◆ Work to be completed ◆
Look through the data below. Collect every line where the word "stains" occurs.

[[ Provided data, beginning ]]

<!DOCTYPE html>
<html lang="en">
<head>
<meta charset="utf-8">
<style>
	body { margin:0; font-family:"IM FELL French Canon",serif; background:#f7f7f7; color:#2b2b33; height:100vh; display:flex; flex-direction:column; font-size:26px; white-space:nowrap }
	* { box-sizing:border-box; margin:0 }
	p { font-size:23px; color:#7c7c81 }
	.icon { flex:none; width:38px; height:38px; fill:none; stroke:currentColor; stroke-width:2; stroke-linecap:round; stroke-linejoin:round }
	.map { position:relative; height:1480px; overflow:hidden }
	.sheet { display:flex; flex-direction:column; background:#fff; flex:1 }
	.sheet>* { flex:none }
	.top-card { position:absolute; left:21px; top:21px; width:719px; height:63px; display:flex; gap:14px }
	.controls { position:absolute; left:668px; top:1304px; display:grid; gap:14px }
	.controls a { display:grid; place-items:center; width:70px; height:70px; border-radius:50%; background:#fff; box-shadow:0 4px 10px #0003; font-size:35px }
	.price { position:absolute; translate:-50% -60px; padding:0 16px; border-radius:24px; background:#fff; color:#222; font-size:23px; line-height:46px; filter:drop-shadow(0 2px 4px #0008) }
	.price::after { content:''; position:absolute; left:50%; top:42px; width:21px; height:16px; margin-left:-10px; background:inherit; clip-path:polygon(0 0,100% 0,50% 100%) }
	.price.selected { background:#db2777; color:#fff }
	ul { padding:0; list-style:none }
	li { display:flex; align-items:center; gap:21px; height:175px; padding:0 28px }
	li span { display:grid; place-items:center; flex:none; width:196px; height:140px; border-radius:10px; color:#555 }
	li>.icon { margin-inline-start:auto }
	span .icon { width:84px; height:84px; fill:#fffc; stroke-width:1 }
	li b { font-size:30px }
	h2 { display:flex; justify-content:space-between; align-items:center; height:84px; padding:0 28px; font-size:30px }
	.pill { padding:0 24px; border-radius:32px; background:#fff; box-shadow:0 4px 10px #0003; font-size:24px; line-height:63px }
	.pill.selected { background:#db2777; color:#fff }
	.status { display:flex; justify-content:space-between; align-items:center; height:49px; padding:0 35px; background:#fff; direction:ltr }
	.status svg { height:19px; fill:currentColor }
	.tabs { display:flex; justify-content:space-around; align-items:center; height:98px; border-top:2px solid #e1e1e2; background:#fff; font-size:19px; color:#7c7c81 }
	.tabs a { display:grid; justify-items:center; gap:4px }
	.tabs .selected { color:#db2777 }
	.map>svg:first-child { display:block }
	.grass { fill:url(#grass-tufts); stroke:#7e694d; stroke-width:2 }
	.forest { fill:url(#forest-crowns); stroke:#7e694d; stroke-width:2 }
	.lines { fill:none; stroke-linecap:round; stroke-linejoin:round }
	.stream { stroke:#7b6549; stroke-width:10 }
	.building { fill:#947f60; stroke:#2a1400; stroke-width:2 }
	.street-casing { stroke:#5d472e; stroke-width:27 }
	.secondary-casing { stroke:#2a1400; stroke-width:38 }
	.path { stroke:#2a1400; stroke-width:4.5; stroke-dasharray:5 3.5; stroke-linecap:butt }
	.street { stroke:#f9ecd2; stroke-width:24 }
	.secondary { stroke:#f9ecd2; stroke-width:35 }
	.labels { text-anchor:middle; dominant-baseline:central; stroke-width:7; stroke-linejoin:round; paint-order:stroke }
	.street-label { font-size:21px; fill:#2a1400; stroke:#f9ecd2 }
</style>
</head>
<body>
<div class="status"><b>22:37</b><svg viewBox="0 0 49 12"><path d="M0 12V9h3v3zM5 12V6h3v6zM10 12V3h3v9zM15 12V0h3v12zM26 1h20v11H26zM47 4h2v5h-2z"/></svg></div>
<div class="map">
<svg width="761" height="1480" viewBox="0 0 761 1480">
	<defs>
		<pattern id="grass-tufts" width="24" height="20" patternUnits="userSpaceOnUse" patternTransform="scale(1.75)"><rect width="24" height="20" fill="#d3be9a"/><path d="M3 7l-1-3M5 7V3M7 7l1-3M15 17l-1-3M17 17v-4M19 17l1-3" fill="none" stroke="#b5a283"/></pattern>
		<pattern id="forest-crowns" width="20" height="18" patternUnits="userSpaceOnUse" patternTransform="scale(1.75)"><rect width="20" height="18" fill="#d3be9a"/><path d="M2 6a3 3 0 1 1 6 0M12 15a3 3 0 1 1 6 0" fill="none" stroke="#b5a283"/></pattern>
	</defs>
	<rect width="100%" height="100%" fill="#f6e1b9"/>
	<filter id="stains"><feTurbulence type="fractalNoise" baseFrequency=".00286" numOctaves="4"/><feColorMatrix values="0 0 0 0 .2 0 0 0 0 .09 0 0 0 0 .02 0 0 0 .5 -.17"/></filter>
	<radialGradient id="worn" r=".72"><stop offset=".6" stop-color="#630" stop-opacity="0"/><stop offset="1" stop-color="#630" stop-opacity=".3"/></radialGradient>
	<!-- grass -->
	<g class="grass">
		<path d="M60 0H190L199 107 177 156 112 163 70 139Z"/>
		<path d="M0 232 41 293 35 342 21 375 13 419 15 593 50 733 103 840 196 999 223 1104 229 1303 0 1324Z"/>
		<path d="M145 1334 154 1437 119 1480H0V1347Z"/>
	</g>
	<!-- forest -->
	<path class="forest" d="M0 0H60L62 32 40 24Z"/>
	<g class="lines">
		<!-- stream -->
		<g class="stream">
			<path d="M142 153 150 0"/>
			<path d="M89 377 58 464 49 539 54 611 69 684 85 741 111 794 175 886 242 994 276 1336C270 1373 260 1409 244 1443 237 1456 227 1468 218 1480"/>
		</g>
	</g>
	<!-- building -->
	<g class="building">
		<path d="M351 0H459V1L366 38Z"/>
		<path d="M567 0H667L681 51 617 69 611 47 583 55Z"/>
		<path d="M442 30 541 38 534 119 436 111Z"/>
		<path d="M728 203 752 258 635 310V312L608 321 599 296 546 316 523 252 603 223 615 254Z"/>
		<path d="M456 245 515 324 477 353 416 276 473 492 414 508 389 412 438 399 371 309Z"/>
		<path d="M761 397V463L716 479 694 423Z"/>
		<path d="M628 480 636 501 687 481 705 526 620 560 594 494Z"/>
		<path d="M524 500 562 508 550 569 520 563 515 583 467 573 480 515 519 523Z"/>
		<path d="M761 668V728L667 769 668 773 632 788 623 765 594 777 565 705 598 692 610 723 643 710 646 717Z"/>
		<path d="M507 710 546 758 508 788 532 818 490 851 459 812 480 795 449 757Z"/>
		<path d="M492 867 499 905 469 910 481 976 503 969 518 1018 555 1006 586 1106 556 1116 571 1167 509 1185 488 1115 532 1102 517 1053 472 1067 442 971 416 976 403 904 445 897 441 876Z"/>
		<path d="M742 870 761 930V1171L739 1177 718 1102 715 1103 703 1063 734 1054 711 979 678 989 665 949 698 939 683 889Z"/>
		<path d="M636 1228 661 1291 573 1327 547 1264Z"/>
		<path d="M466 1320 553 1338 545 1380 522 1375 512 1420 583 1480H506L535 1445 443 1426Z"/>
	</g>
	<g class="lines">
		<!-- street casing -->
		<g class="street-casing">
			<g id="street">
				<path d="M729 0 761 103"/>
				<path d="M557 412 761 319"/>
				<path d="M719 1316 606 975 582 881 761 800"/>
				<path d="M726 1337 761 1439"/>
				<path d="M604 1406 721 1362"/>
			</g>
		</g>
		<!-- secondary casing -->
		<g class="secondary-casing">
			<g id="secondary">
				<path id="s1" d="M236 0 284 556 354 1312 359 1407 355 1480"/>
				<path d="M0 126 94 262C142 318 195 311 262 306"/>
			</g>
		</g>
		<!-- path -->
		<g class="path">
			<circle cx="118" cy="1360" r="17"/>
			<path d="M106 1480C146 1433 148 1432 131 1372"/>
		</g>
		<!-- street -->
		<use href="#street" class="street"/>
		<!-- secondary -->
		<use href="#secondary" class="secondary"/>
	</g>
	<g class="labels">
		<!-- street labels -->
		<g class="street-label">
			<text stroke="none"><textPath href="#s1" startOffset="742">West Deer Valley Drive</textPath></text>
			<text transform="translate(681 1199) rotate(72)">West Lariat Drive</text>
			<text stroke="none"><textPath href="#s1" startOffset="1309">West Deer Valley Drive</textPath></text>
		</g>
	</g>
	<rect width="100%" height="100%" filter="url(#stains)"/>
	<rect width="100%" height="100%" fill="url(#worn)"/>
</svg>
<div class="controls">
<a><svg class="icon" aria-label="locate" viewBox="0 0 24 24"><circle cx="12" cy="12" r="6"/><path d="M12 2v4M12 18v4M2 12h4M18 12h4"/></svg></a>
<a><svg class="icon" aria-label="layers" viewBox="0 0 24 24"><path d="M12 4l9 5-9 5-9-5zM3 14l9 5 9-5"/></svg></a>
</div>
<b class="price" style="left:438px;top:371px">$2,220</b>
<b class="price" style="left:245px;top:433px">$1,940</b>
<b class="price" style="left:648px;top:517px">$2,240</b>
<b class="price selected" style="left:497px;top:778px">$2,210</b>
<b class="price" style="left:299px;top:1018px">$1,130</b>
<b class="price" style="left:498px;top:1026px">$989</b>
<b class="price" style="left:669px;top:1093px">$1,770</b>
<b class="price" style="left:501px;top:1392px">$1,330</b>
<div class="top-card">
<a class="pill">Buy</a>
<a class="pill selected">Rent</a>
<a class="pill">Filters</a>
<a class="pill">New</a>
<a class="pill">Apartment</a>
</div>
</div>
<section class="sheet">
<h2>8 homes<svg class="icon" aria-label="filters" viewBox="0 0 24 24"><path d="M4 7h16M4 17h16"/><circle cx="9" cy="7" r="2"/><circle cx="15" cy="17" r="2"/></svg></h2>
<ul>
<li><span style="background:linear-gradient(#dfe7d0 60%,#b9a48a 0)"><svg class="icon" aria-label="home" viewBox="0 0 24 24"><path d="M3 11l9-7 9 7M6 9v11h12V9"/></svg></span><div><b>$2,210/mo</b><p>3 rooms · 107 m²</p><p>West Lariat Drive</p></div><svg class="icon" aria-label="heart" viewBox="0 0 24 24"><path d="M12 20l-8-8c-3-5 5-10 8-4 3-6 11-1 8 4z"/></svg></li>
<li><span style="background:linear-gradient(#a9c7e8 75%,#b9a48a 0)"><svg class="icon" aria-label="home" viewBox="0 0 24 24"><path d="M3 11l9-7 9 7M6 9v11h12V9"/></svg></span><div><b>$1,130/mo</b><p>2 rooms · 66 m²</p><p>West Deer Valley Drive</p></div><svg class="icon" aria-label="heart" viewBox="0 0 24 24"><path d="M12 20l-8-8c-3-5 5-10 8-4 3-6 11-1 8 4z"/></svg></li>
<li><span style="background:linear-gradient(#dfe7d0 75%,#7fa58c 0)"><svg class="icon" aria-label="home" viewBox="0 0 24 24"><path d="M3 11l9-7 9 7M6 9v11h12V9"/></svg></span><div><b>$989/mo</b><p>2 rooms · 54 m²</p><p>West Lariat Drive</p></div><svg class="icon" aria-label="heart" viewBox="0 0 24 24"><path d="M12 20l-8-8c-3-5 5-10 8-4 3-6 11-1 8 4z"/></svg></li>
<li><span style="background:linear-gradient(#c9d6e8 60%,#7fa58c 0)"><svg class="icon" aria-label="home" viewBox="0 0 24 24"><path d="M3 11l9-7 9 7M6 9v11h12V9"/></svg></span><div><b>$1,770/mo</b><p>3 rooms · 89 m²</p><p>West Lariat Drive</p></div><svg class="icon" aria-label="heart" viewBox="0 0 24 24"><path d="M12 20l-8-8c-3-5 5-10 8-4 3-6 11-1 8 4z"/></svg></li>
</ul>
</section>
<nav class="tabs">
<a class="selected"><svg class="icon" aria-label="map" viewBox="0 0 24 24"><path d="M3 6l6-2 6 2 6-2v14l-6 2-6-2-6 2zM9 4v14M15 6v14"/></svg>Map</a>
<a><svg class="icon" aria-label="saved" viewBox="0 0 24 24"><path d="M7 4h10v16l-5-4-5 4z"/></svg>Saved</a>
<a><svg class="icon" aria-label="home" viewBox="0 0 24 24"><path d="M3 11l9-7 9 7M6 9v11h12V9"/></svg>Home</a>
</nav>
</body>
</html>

[[ Provided data, end ]]

◆ Task solution ◆
	<filter id="stains"><feTurbulence type="fractalNoise" baseFrequency=".00286" numOctaves="4"/><feColorMatrix values="0 0 0 0 .2 0 0 0 0 .09 0 0 0 0 .02 0 0 0 .5 -.17"/></filter>
	<rect width="100%" height="100%" filter="url(#stains)"/>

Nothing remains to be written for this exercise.